▸ **PROBLEM TO SOLVE**
For the word "controls", count the lines in the records below that include it and give only that number.

*** RECORDED INFORMATION Section Begins ***

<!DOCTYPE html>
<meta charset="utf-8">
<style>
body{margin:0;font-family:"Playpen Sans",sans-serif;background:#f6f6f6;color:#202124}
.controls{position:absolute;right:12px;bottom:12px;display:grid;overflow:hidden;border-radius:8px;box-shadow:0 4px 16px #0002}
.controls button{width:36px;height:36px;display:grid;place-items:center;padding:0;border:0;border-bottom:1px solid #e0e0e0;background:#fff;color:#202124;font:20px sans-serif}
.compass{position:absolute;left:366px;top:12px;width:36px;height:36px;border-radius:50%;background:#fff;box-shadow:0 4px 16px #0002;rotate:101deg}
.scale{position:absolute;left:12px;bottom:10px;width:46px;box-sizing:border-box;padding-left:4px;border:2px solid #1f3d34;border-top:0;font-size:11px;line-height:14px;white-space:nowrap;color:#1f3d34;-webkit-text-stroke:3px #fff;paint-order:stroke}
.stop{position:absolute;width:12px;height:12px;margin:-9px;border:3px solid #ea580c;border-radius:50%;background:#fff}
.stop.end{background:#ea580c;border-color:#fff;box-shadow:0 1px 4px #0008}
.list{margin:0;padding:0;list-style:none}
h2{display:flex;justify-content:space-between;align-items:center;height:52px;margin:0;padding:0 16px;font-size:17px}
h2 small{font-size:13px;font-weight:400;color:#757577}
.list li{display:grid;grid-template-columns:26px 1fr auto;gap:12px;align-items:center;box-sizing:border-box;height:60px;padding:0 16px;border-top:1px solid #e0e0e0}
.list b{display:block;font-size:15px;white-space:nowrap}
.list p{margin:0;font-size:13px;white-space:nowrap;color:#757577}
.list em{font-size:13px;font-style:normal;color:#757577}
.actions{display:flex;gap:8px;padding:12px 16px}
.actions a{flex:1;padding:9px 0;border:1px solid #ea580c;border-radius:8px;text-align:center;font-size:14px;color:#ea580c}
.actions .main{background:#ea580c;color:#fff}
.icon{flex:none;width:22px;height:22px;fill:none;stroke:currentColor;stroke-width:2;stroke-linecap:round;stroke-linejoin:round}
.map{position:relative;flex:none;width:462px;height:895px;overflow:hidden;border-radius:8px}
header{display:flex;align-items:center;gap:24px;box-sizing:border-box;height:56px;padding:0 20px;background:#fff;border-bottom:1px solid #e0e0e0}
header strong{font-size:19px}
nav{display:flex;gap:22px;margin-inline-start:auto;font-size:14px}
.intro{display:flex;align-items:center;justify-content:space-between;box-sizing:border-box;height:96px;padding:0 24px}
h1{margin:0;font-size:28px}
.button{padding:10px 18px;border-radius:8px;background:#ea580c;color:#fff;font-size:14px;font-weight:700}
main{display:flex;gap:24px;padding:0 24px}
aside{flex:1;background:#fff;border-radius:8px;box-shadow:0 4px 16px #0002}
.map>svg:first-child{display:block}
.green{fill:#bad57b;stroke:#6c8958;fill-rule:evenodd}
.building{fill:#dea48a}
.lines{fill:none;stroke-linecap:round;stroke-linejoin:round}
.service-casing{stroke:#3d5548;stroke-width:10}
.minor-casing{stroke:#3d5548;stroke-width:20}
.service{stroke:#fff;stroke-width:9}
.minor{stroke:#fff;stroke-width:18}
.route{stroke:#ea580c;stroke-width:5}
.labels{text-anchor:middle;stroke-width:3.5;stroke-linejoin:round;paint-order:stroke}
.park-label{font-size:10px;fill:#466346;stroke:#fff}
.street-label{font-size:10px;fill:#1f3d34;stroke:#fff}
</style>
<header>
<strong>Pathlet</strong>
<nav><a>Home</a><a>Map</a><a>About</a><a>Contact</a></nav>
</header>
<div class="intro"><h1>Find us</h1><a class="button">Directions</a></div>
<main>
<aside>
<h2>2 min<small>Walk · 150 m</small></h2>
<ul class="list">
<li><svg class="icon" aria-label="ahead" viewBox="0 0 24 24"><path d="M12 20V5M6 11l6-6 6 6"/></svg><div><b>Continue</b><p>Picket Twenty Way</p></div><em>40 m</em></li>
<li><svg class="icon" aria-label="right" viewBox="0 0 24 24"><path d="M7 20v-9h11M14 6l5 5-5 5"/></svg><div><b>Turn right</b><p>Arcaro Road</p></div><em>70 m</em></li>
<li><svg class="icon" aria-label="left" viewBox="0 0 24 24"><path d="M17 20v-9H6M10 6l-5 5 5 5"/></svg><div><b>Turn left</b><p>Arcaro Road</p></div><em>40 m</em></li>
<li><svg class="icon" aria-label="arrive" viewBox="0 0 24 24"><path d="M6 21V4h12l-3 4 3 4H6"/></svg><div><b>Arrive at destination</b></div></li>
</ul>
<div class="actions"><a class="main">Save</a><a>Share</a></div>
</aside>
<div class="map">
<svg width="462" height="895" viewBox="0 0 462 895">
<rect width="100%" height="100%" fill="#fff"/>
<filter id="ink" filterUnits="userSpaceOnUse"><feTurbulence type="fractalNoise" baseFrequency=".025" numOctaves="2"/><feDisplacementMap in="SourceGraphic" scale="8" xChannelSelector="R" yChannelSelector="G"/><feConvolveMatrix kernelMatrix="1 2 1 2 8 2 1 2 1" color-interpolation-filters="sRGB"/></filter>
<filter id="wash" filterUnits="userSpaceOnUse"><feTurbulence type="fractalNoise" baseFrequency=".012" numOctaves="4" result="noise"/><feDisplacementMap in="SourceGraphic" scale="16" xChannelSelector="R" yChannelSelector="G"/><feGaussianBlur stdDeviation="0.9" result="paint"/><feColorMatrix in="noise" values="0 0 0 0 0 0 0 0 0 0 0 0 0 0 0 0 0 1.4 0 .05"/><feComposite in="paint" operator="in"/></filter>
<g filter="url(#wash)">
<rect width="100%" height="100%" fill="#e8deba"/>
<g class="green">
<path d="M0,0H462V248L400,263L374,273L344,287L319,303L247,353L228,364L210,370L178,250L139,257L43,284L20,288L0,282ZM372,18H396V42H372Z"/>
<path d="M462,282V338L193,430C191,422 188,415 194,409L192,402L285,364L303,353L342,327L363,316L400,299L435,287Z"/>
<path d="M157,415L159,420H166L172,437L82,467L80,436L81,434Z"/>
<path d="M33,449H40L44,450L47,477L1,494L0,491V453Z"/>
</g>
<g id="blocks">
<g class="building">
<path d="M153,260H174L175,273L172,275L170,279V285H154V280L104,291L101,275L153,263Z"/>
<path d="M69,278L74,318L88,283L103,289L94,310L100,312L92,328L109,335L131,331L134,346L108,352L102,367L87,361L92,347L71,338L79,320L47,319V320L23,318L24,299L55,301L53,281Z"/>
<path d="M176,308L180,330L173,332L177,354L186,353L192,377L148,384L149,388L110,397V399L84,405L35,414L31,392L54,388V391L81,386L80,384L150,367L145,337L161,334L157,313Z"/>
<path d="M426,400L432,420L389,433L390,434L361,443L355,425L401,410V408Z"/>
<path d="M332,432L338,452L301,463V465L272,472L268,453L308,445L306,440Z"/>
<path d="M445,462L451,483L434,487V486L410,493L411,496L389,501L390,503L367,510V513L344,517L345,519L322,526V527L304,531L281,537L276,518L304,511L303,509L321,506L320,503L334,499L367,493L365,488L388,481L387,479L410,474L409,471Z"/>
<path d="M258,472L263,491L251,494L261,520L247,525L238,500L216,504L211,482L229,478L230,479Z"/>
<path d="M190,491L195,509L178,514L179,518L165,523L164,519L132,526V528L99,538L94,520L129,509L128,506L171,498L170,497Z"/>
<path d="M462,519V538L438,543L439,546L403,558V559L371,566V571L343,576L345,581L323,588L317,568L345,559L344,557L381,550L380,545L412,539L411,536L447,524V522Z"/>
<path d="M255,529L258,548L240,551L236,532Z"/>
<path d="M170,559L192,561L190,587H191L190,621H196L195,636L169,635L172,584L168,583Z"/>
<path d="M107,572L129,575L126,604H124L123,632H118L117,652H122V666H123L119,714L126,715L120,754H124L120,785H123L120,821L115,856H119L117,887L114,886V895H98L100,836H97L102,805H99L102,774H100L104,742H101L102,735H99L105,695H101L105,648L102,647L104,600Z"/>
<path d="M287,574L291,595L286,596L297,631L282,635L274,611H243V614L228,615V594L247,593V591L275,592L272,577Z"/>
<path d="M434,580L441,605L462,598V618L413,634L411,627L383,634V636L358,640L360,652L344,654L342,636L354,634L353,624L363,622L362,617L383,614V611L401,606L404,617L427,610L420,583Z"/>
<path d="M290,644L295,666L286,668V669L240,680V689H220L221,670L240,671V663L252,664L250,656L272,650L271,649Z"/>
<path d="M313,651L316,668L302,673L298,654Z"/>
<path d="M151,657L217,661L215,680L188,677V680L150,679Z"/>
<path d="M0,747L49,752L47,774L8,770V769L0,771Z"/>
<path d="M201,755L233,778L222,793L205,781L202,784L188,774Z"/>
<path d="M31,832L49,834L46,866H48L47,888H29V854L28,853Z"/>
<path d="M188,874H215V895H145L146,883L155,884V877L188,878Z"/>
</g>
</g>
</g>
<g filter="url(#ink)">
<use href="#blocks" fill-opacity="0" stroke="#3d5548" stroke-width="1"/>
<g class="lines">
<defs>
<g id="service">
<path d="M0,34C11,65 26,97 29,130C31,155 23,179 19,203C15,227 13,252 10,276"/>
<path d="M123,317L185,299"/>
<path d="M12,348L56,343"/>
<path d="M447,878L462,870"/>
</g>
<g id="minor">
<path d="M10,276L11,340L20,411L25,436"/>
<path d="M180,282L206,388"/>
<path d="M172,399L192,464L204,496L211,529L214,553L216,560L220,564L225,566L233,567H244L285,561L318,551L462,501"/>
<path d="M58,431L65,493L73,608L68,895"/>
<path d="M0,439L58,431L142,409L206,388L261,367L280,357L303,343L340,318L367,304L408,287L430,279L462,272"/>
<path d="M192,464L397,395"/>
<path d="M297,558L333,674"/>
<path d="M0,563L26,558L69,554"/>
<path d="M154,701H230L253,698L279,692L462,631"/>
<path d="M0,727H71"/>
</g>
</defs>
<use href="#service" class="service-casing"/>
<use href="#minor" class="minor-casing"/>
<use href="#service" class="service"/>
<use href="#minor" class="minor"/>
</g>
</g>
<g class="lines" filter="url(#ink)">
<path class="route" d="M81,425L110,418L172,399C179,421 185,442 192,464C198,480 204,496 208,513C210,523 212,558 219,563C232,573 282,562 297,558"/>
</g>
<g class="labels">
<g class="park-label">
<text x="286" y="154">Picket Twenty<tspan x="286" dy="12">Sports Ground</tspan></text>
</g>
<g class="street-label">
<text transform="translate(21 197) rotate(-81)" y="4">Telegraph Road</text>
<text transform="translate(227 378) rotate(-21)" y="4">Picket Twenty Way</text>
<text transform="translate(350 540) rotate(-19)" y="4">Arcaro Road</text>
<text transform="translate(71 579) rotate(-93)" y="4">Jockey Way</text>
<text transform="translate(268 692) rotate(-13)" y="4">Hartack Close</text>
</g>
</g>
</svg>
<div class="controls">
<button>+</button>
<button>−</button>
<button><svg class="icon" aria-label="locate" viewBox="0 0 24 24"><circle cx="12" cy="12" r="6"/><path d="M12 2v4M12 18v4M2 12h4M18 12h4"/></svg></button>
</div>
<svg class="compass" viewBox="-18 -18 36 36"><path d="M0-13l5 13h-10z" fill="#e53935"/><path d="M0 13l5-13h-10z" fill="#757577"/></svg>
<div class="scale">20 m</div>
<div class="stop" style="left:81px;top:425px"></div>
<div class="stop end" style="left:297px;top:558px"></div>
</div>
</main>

*** RECORDED INFORMATION Section Ends ***

▸ **OUTPUT BELOW**
3